The data will be licensed under the CC BY-SA licence where the credit must be given to the creator (BY), the data can be used for commercial use and adaptations but must be shared under identical terms. Furthermore, to implement a FAIR data environment, we shall join FORCE11 working group on FAIR data to guide us in data management and archival in contemporary data publishing environments.
Risks, Including Ethics and Privacy
All annotation guidelines shall be followed and reviewed every two months.
b) All translation teams shall consist of at least two members working independently so as to measure inter-annotator agreement.

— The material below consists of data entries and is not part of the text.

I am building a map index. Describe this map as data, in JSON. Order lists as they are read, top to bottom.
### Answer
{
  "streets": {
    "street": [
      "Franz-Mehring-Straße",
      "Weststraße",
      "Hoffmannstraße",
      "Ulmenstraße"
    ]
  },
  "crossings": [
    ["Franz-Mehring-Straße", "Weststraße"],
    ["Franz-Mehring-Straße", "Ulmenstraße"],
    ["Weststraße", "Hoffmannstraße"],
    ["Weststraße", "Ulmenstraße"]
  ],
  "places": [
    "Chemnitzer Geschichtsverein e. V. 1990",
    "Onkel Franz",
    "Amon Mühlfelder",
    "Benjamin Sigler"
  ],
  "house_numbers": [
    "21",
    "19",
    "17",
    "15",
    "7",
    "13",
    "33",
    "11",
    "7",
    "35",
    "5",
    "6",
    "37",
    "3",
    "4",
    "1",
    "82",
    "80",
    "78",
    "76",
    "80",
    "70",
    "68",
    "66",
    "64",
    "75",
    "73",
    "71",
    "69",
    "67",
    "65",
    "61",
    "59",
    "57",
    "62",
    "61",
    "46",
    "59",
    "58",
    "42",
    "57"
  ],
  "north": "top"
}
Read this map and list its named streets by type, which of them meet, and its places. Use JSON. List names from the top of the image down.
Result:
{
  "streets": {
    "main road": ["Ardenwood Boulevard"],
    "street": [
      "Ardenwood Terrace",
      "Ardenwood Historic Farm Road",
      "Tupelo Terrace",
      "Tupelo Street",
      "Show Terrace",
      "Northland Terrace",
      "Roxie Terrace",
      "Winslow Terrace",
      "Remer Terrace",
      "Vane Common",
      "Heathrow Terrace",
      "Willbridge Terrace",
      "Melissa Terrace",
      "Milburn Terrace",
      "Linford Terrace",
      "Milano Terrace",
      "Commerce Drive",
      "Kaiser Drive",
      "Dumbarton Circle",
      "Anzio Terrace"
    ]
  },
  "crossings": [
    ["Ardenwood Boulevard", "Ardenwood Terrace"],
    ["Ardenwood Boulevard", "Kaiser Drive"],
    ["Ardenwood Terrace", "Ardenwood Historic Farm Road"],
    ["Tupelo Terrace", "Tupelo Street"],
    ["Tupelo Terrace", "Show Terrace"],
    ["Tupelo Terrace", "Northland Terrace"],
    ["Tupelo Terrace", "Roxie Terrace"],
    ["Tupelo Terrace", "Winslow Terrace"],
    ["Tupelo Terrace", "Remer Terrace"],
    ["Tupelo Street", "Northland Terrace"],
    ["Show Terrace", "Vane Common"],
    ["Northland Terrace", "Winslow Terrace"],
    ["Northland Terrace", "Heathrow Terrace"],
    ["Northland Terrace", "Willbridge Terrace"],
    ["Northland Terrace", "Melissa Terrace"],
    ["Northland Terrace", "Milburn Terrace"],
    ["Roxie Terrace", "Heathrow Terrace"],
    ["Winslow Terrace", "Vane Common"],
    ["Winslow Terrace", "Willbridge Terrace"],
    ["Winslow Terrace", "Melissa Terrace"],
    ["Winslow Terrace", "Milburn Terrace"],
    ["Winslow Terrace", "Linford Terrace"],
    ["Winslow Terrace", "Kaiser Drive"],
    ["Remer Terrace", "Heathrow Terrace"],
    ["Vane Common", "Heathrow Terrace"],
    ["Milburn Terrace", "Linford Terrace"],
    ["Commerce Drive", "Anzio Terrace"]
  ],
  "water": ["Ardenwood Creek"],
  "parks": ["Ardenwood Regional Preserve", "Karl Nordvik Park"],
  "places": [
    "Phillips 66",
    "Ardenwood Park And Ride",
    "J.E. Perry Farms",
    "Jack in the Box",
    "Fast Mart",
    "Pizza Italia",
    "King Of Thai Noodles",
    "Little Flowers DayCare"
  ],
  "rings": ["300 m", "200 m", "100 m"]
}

A high measure implies that annotators are following the guidelines strictly and a very low measure implies annotators require further training
c) Use of annotation tools to speed up the work
Sustainability plan
The text and voice datasets will be maintained by each partner institution and will be expanded through masters and postgraduate students as part of their research projects. The Swahili and Luganda voice datasets on Commonvoice platform will be sustained via the different university NLP clubs that will be formulated as the project progresses. Based on our experience with the Makerere NLP club, we will build on that to establish and maintain different NLP clubs in the partner universities. The project partners will continue to voluntarily work together with AI communities, NLP clubs and academic institutions to contribute to the datasets. The project partners will also work closely with the Institute of languages departments and linguistics in the various partner countries who will also contribute greatly to the datasets maintenance beyond the lifetime of the project. The partners in the consortium are also part of the machine learning community and will continue to build NLP and Speech recognition models from the datasets and also extend the work. Since we aim to have a good text corpus for Luganda, Acholi, Runyankole-Rukiga, Lumasaaba, we intend to move this text community to the Common Voice platform which can also enable communities to make voice contributions in these diverse local languages.
To expand the image annotated dataset, semi-supervised machine learning will be done for new unlabelled datasets based on the already existing labelled datasets. Protocols and tools used for this project will be open-sourced and publicly can be reusable for anyone else and built upon ensuring sustainability beyond the scope of the project. The licensing adopted for the dataset will enable small entrepreneurs to innovate, create applications and train their locally built solutions which will help with job employment and wealth creations
Building an API for monetising the data as a source of funds for the sustainability of data maintenance.